Für die Prüfung ohne vorherige Abtretung müssen Anleger schlechtere Konditionen in Kauf nehmen: Satte 50 Prozent der etwaigen Erstattung fließen an die De iure AG, die wie Gebauer zunächst auf außergerichtliche Vergleiche setzt. Dafür meiden Anleger das Risiko, auf hohen Kosten sitzen zu bleiben. Prozesse in der Schweiz sind teuer: Bei einer Niederlage sind schnell fünfstellige Gebühren fällig. In Zürich etwa gehen bei einem Streit um 40.000 Franken (33.000 Euro) 7950 Franken Gebühren ans Gericht. Hinzu kommen Stundensätze von 500 Franken und mehr für den Anwalt. Und die Rechtsschutzpolice greift oft nicht, weil Kapitalanlagen ausgeklammert sind.
Fragen und Antworten zum deutschen Vermögen in der Schweiz
Seit Juli 2011 ist für Anleger aus der EU auf Zinserträge und Dividenden eine Quellensteuer von 35 Prozent fällig - zuvor waren es 20 Prozent. Deutsche Steuerzahler müssen die Erträge in der Steuererklärung angeben. Die Quellensteuer wird vom Finanzamt voll angerechnet. Bislang werden Kapitalerträge auf Schweizer Konten nicht den deutschen Finanzbehörden übermittelt. Experten schätzen, dass bis zu 150 Milliarden Euro Schwarzgeld aus Deutschland in der Schweiz geparkt sind.
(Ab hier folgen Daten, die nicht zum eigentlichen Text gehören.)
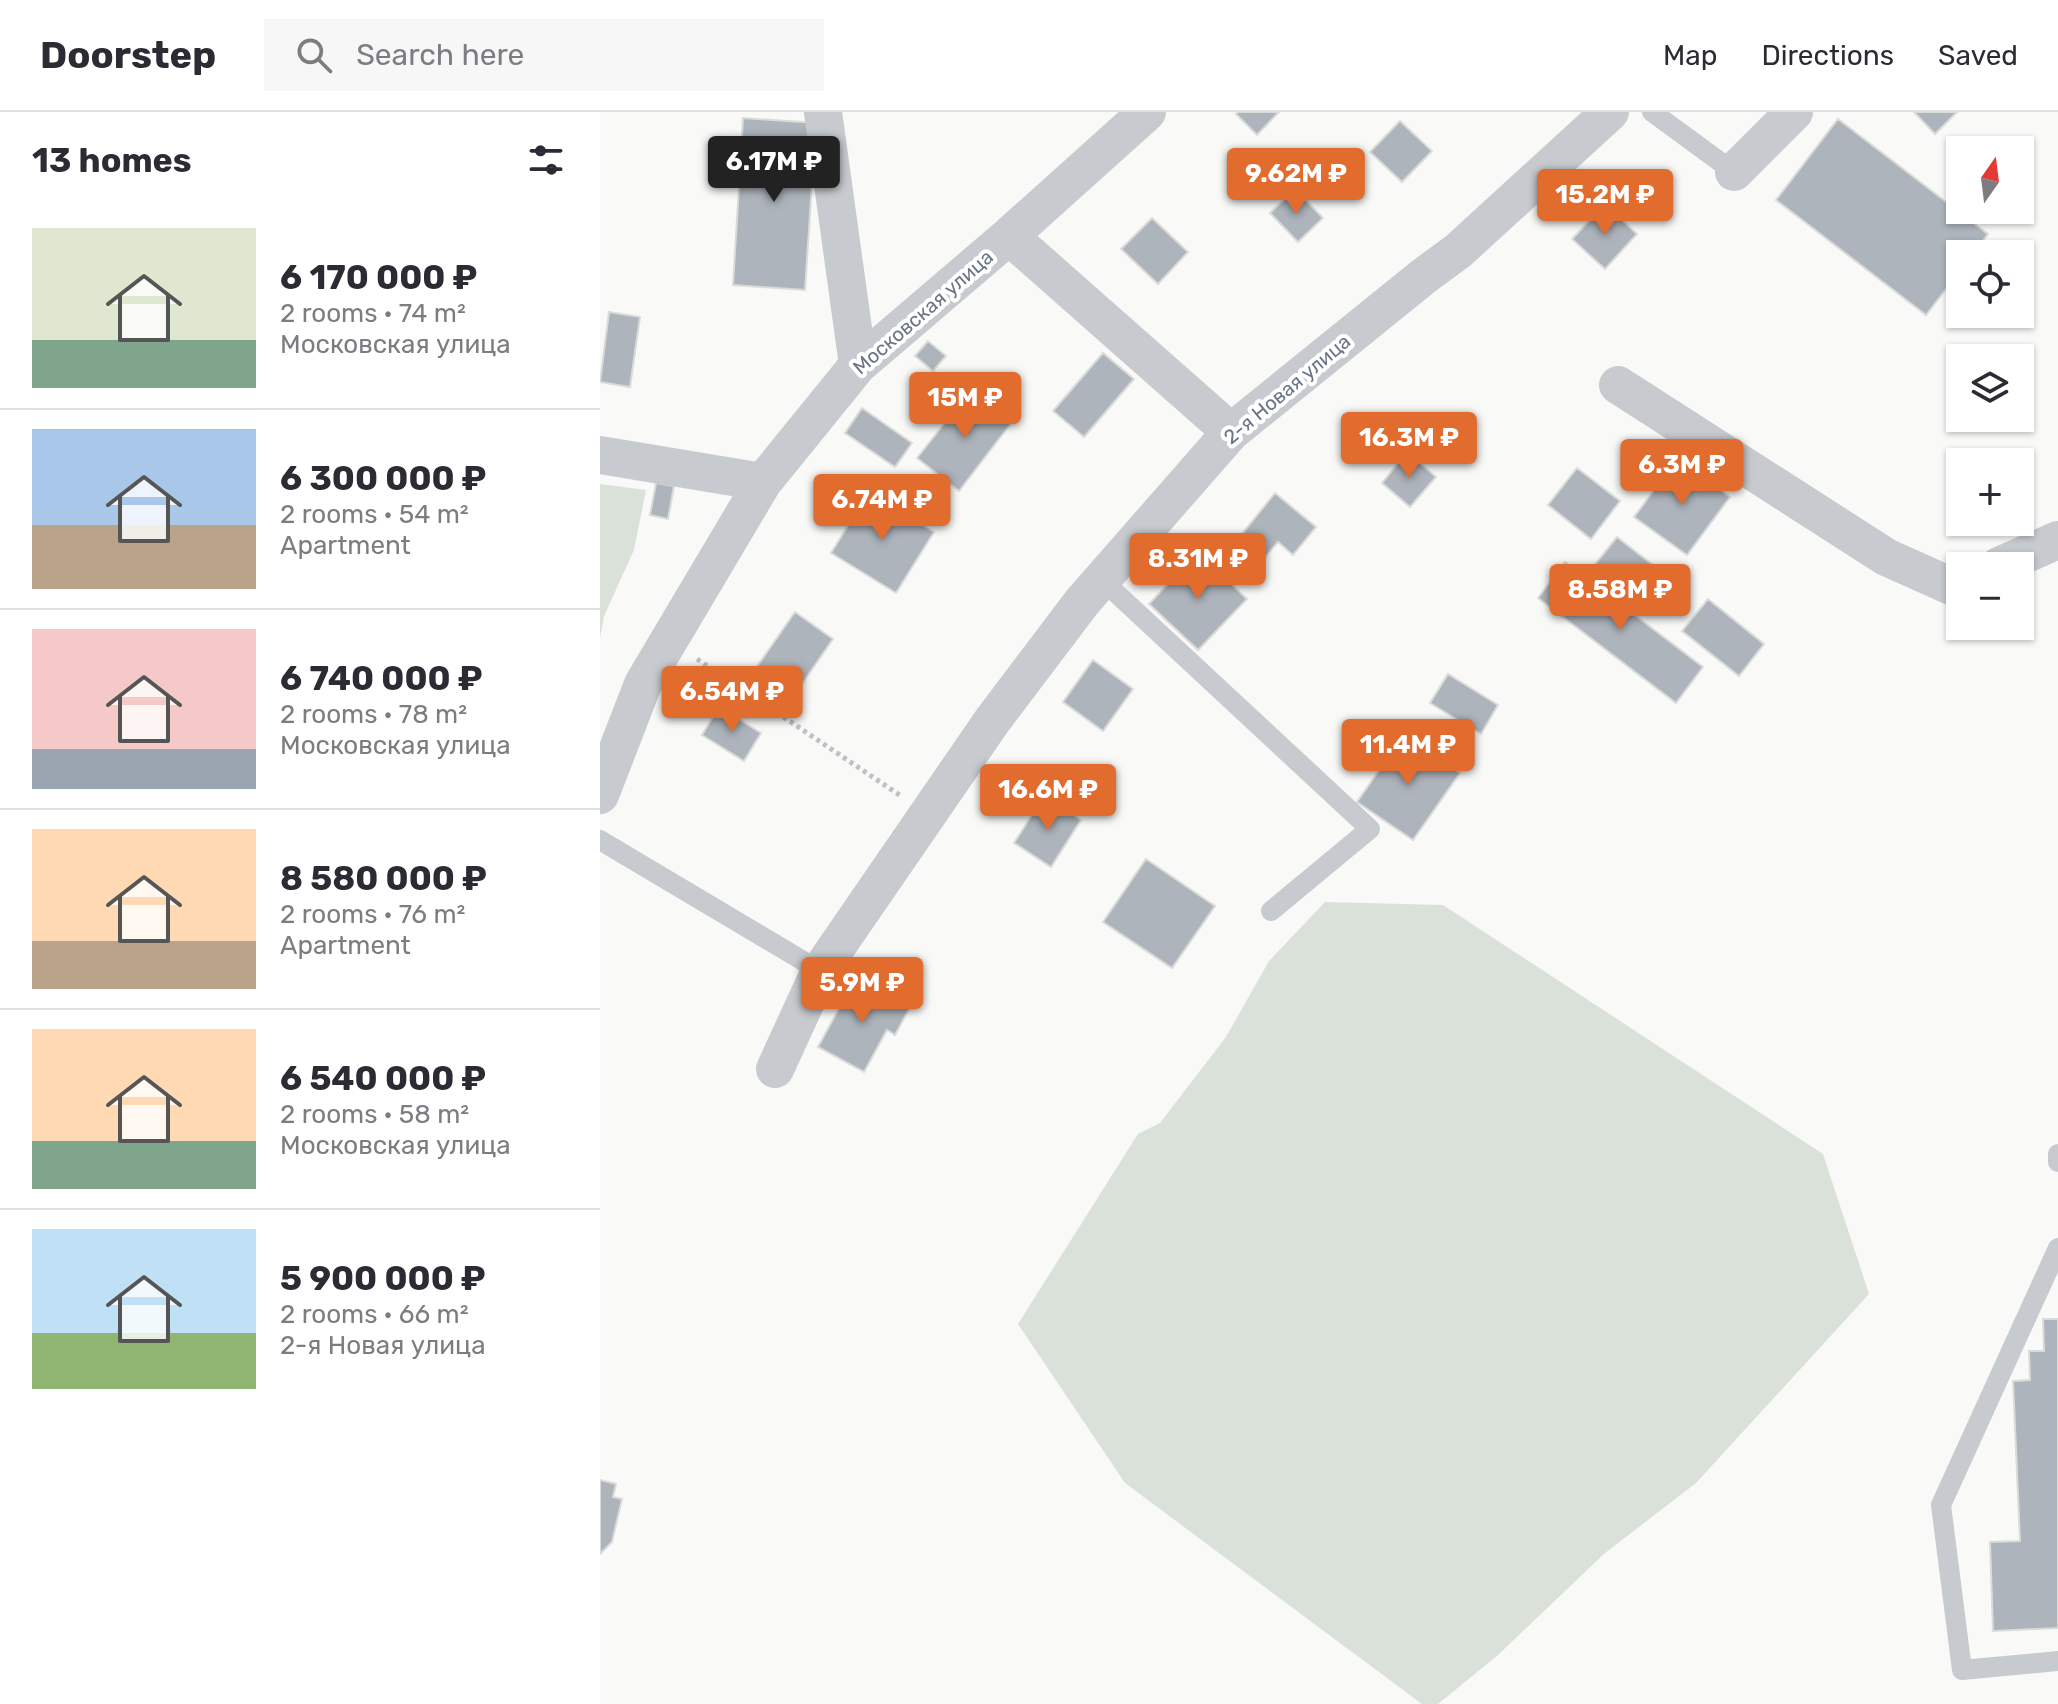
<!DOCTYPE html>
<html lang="en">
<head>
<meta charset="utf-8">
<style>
	body { margin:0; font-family:Rubik,sans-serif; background:#f7f7f7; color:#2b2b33; height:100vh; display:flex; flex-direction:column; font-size:30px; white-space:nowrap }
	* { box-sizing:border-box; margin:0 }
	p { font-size:26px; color:#7c7c81 }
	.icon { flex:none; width:44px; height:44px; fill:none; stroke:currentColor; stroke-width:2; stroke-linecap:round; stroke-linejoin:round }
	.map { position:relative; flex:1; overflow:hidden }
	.panel { display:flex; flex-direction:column; background:#fff; width:600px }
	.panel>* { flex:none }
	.needle { width:52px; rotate:14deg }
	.buttons { position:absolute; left:1346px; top:24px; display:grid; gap:16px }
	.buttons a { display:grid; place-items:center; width:88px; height:88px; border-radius:0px; background:#fff; box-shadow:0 2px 6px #0004; font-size:40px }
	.price { position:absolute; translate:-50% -68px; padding:0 18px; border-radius:8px; background:#e26b2e; color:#fff; font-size:26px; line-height:52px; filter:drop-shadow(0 2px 4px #0008) }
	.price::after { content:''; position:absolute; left:50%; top:48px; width:24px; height:18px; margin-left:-12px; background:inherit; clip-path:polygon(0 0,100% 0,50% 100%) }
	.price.on { background:#222; color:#fff }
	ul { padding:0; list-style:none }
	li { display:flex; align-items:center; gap:24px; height:200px; padding:0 32px }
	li+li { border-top:2px solid #e1e1e2 }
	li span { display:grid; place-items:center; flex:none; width:224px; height:160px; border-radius:0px; color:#555 }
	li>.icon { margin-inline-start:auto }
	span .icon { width:96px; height:96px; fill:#fffc; stroke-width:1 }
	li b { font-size:34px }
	h2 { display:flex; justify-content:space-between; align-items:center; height:96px; padding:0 32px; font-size:34px }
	header { display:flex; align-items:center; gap:48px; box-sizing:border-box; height:112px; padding:0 40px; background:#fff; border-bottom:2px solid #e1e1e2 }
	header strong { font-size:38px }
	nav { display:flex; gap:44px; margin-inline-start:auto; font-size:28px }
	.search { width:560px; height:72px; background:#f7f7f7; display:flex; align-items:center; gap:20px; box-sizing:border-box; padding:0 28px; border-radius:0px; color:#7c7c81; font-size:30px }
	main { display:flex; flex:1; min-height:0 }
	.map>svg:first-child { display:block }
	.green { fill:#dae1d8 }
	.building { fill:#aeb4bc; stroke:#dbdbd9; stroke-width:2 }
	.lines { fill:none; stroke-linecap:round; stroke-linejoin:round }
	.path { stroke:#bfc1c4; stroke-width:5; stroke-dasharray:4 4; stroke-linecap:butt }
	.service { stroke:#c7cace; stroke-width:20 }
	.minor { stroke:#c7cace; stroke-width:38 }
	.labels { text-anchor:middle; stroke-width:8; stroke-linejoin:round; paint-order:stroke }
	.street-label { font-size:20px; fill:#697688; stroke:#fff }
</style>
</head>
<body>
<header>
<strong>Doorstep</strong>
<div class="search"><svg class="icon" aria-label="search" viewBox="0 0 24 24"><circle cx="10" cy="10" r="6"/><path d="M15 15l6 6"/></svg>Search here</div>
<nav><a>Map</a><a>Directions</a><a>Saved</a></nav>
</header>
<main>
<section class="panel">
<h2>13 homes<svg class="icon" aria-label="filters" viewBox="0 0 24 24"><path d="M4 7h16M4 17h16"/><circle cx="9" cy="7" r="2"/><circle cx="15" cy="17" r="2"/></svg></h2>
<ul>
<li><span style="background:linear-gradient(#dfe7d0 70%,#7fa58c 0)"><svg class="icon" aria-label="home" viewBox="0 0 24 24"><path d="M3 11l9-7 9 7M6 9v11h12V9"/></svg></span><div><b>6 170 000 ₽</b><p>2 rooms · 74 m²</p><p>Московская улица</p></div></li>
<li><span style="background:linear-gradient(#a9c7e8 60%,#b9a48a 0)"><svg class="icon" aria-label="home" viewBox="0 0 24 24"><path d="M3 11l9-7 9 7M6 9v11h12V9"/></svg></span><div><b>6 300 000 ₽</b><p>2 rooms · 54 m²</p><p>Apartment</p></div></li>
<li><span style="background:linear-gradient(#f6c9c9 75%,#9aa5b1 0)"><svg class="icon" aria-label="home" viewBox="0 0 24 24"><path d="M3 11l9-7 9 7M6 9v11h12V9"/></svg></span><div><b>6 740 000 ₽</b><p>2 rooms · 78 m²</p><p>Московская улица</p></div></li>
<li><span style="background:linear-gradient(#ffd9b3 70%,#b9a48a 0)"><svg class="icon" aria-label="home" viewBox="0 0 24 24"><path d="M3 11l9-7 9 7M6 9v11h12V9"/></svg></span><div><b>8 580 000 ₽</b><p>2 rooms · 76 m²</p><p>Apartment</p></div></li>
<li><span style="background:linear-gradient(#ffd9b3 70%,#7fa58c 0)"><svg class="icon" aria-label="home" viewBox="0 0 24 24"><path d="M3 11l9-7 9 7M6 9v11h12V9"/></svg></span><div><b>6 540 000 ₽</b><p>2 rooms · 58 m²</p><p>Московская улица</p></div></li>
<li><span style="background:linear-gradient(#bfe0f5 65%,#8fb573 0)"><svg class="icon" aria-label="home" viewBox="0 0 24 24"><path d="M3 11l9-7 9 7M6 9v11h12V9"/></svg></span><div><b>5 900 000 ₽</b><p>2 rooms · 66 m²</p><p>2-я Новая улица</p></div></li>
</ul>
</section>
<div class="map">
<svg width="1458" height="1592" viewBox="0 0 1458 1592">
	<rect width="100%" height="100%" fill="#f9f9f7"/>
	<path class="green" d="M0 372 46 378 34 438 4 504 0 526Z
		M725 790 843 793 1223 1042 1269 1182 1096 1371 1005 1441 898 1543 838 1592H822L525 1371 418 1212 538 1022 560 1011 626 925 669 849Z"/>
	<path class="building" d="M638 0H679L657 23 636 2Z
		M1314 0H1357L1335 22Z
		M143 6 216 11 205 178 133 173Z
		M1238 7 1388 122 1373 142H1360V159L1326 203 1176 88Z
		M800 9 832 39 802 70 770 40Z
		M695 77 723 106 698 130 670 101Z
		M1005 92 1037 122 1005 157 972 127Z
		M552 106 588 140 558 172 521 137Z
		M9 200 40 205 30 275 0 270Z
		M328 229 346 244 333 259 315 244Z
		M503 241 534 267 484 325 453 299Z
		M371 278 412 310 359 379 317 346Z
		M262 296 312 331 295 355 245 321Z
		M807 340 836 365 810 395 782 371Z
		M1078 346 1130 385 1087 443 1034 405Z
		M977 356 1020 389 991 427 948 393Z
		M56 371 74 374 68 407 50 403Z
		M269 380 334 420 296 481 231 441Z
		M675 381 716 415 693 443 678 430 654 458 629 438Z
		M1017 425 1058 457 1033 488 992 456Z
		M598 440 647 487 598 538 549 492Z
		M965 450 1103 555 1076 591 938 486Z
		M1108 487 1164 532 1139 564 1082 519Z
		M195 500 233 527 188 592 149 566Z
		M493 548 533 577 503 619 463 590Z
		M848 562 898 593 881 622 830 591Z
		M119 595 161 621 144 649 102 623Z
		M804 622 860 661 813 728 757 690Z
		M444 684 481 708 451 755 414 731Z
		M546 747 615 794 572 856 503 810Z
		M255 867 309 897 295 923 287 918 264 960 218 935Z
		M1443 1207H1458V1516L1393 1519 1390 1430 1420 1429 1413 1269 1430 1268 1429 1239H1444Z
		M0 1368 16 1372 13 1385 22 1387 12 1430 0 1442Z"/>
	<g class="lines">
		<path class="path" d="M97 547 301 684"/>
		<path class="service" d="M1052 0 1134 60
			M501 467 770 717 671 799
			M0 728 220 859
			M1458 1042V1050
			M1458 1136 1341 1393 1362 1558 1458 1549"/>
		<path class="minor" d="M223 0 258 253
			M1134 60 1194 0
			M409 124 631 320
			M1018 273 1286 445 1353 475 1360 472
			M0 343 163 370
			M1399 454 1458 428
			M0 683 43 572 163 370 258 253 409 124 547 0
			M175 957 220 859 392 609 482 490 631 320 824 164 858 139 1010 0"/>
	</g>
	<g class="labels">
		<g class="street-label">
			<text transform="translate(323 200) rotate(-41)" y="7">Московская улица</text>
			<text transform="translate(687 277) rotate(-40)" y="7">2-я Новая улица</text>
		</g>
	</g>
</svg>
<div class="buttons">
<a><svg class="needle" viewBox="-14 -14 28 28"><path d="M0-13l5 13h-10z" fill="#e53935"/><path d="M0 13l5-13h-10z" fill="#7c7c81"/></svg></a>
<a><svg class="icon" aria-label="locate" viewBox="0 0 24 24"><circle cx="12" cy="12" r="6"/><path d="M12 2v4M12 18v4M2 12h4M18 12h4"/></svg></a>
<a><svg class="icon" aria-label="layers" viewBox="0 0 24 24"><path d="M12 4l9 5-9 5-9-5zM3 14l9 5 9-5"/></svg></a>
<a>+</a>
<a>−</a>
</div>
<b class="price on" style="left:174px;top:92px">6.17M ₽</b>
<b class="price" style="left:696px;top:104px">9.62M ₽</b>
<b class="price" style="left:1005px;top:125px">15.2M ₽</b>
<b class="price" style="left:365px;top:328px">15M ₽</b>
<b class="price" style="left:809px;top:368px">16.3M ₽</b>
<b class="price" style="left:1082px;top:395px">6.3M ₽</b>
<b class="price" style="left:282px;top:430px">6.74M ₽</b>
<b class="price" style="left:598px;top:489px">8.31M ₽</b>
<b class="price" style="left:1020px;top:520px">8.58M ₽</b>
<b class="price" style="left:132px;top:622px">6.54M ₽</b>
<b class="price" style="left:808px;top:675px">11.4M ₽</b>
<b class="price" style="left:448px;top:720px">16.6M ₽</b>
<b class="price" style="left:262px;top:913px">5.9M ₽</b>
</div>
</main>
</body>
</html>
Das zwischen beiden Staaten ausgehandelte Steuerabkommen soll Anfang 2013 in Kraft treten. Es sieht wie in Deutschland auf alle Kapitalerträge deutscher Kunden bei Schweizer Banken eine Abgeltungssteuer (inklusive Solidaritätszuschlag) von 26,375 Prozent vor. Steuerhinterzieher müssen je nach Höhe und Dauer der Einlagen 21 bis 41 Prozent ihres Altvermögens an den Fiskus nachzahlen. Dabei dürfen sie anonym bleiben. Sobald das Abkommen gilt, dürfen deutsche Steuerbehörden keine Daten-CDs mehr ankaufen.
Das Schweizer Parlament billigte das Abkommen Ende Mai. In Deutschland haben Bundestag und Bundesrat noch nicht zugestimmt. Die von SPD und Grünen regierten Länder wollen das Vorhaben im Bundesrat stoppen. Sie kritisieren, dass Steuerhinterzieher oft besser wegkämen als ehrliche Steuerzahler. Die deutsche Finanzämter könnten außerdem nichts kontrollieren. Schwarzgeld könne bis zum Inkrafttreten des Abkommens noch beiseitegeschafft werden.
Das Schweizer Bankgeheimnis verbietet es in aller Regel, Kundendaten deutschen Behörden preiszugeben. Deutsche Steuerfahnder sind deshalb auf Informationen über illegale Vermögen angewiesen, die etwa von Mitarbeitern aus Banken herausgeschleust werden.
Das Kopieren von Bankkundendaten auf Datenträger wie eine CD geschieht rechtswidrig und kann sogar strafbar sein. Beim Kauf einer solchen CD zahlt der Staat für gestohlene Daten große Summen. Das Bundesverfassungsgericht hat im November 2010 entschieden, dass die Nutzung gekaufter CDs mit Daten möglicher Steuersünder bei der Strafverfolgung erlaubt ist. Dabei komme es nicht darauf an, ob der Ankauf der Daten ursprünglich rechtmäßig gewesen sei (2 BvR 2101/09).
Unabhängig davon hat die Schweizer Justiz im März 2012 Haftbefehle gegen drei nordrhein-westfälische Steuerfahnder erlassen. Mit dem Ankauf einer Daten-CD hätten sie Beihilfe zur Wirtschaftsspionage geleistet und gegen das Bankgeheimnis verstoßen.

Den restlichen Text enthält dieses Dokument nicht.